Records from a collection
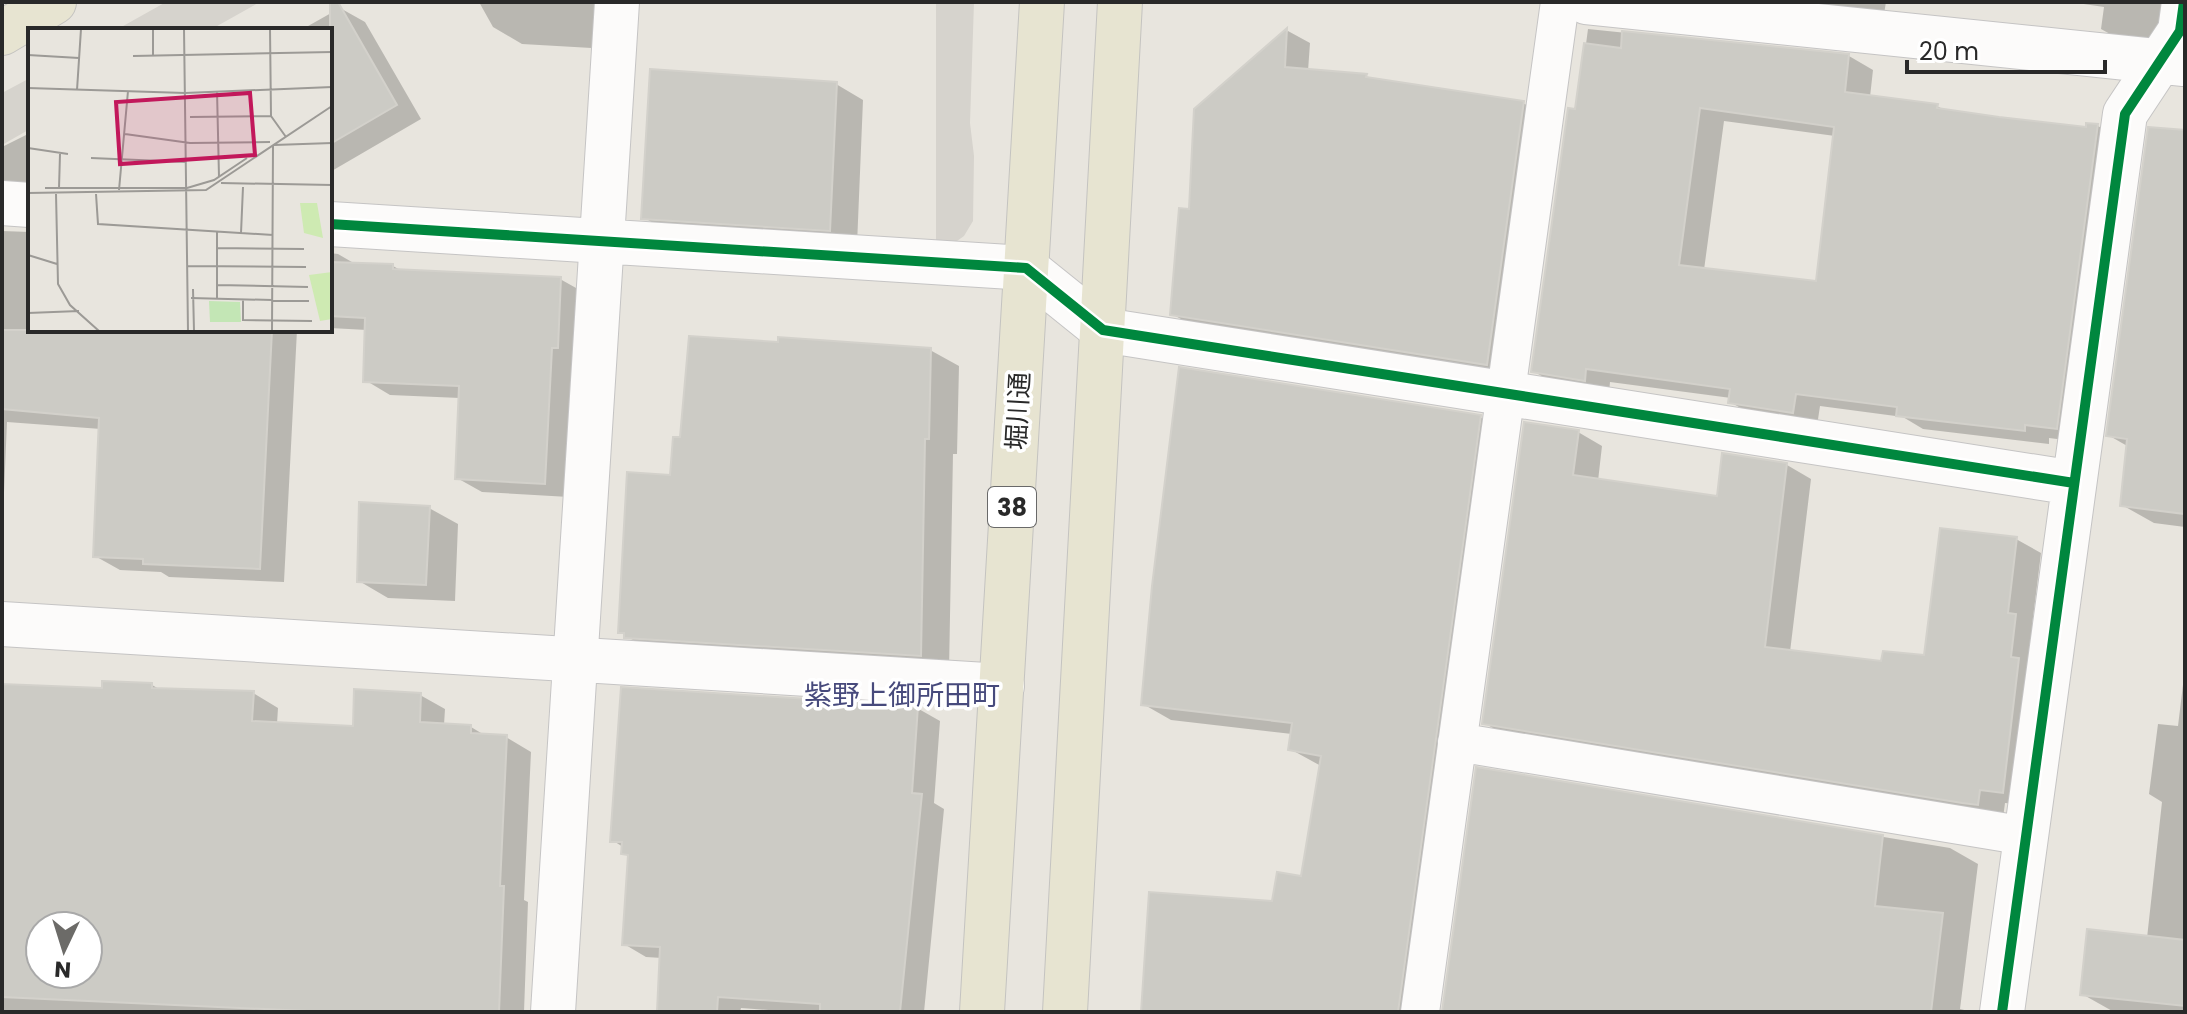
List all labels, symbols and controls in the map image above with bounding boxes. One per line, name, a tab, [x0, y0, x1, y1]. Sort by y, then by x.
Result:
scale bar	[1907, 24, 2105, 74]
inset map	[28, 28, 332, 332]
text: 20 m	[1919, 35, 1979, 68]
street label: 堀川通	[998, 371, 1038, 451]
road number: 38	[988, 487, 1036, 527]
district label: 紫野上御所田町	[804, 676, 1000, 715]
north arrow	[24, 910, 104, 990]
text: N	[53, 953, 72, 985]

• ACTION ITEM: Each record above should be restated word for word. The pictures should not appear.

• TASK SOLUTION:
List all labels, symbols and controls in the map image above with bounding boxes. One per line, name, a tab, [x0, y0, x1, y1]. Sort by y, then by x.
Result:
scale bar	[1907, 24, 2105, 74]
inset map	[28, 28, 332, 332]
text: 20 m	[1919, 35, 1979, 68]
street label: 堀川通	[998, 371, 1038, 451]
road number: 38	[988, 487, 1036, 527]
district label: 紫野上御所田町	[804, 676, 1000, 715]
north arrow	[24, 910, 104, 990]
text: N	[53, 953, 72, 985]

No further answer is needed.